GOP Senator Tells Teacher To “Quit Whining” About School Funds

Some Senate Republicans must be feeling pretty cranky following the statewide outcry over Governor Terry Branstad’s veto of the $56 million one-time funding for K-12 education. Vaughn Gross, a teacher in Black Hawk County, got a rather unpleasant reply from Republican State Senator David Johnson when he emailed him about the need for a special session to overturn the vetoes. Johnson told Gross to “quit whining” and complained about the expense Johnson had incurred from the extended legislative session this year.

Gross emailed Johnson and other Republican State Senators about his disappointment in the Governor’s veto, and noted how he personally pays over $2,000 each year out-of-pocket to supply his own classroom. “On the morning [of the veto] I went in to put some orders in for my classes and went home to find out that the veto happened,” Gross said in an interview with Starting Line this afternoon. “I still don’t know what that’s going to do with the finances.”

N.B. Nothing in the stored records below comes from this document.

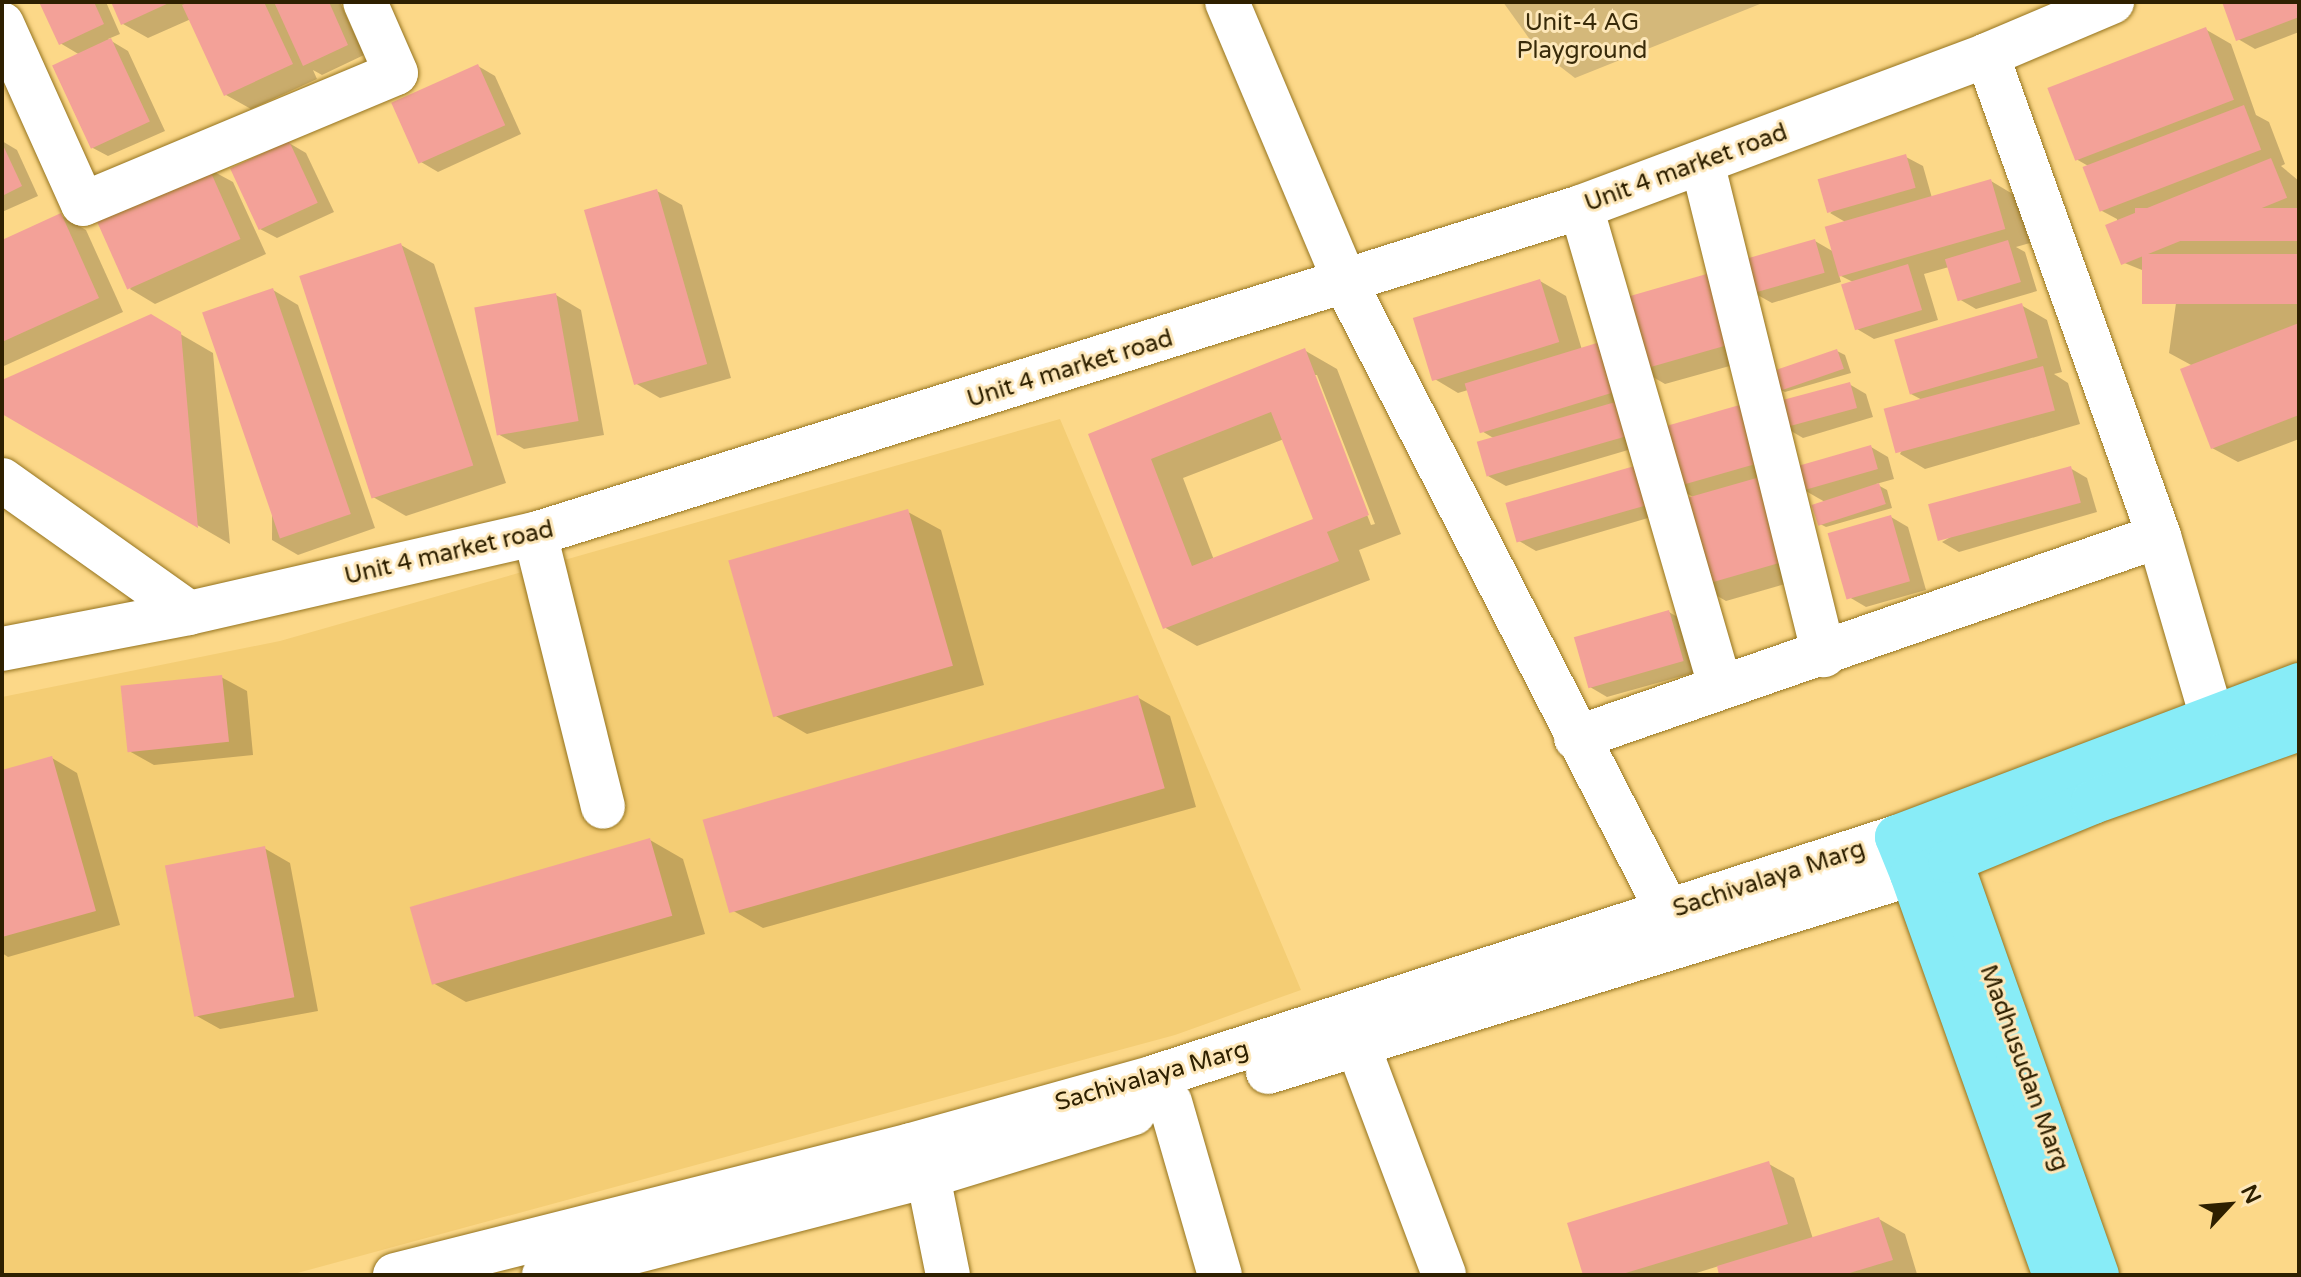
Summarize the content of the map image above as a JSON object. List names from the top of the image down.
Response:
{
  "streets": {
    "main road": ["Sachivalaya Marg", "Madhusudan Marg"],
    "street": ["Unit 4 market road"]
  },
  "crossings": [
    ["Sachivalaya Marg", "Madhusudan Marg"]
  ],
  "parks": ["Unit-4 AG Playground"],
  "north": "top right"
}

That spurred Gross into action. “It got me thinking, so I started doing more research on that portion, I think it was House File 666,” Gross explains. “On the House side it passed 87-4, so I was a little less worried about that. Then I looked at the Senate, and it was 27-23. So I figured if there is a special session, that’s where there’s going to be a problem. So I contacted the 23 Senators and sent an email out to all of them.”

Senator Johnson, who represents the northwest Iowa counties of Lyon, Osceola, Dickinson, Clay and Palo Alto counties, replied to Gross’ email, but not quite in the way Gross expected.

David Johnson Email
A screenshot of Johnson’s response via email (click to enlarge)

“Good to hear your view,” Johnson began in his response. “But apparently you lack the courage to tell us where you are from and where you teach. BTW, the session extended by the Democrats unnecessarily cost me that same $2,000. My money, not taxpayers’. ”

“Quit whining,” the email concluded. “Kind but skeptical regards, David Johnson.”

“I was shocked by Senator Johnson’s response,” Gross says. “It’s inappropriate. It doesn’t matter what the topic is or who sent it, it’s an inappropriate response … I’m more concerned about the issue, but it’s not an acceptable response.”

Gross notes that he did also get a response from Senator Tim Kraayenbrink, a Republican Senator from the Fort Dodge area, but noted his reply was “fact-based, opinion-based and nice and civil.” In subsequent emails with Johnson, Gross says the tone became better and more constructive.

“I know he had this one-time expense perhaps for his $2,000, but this is ongoing for me – every single year I’ve taught,” Gross explains of the difficulties he’s faced as a public schools teacher. “I’ve taught there about five years now, every year is about $2,000 or more. I can’t afford next year. I don’t have my second full-time job anymore, just trying to focus on school. So I’m hoping funding is there.”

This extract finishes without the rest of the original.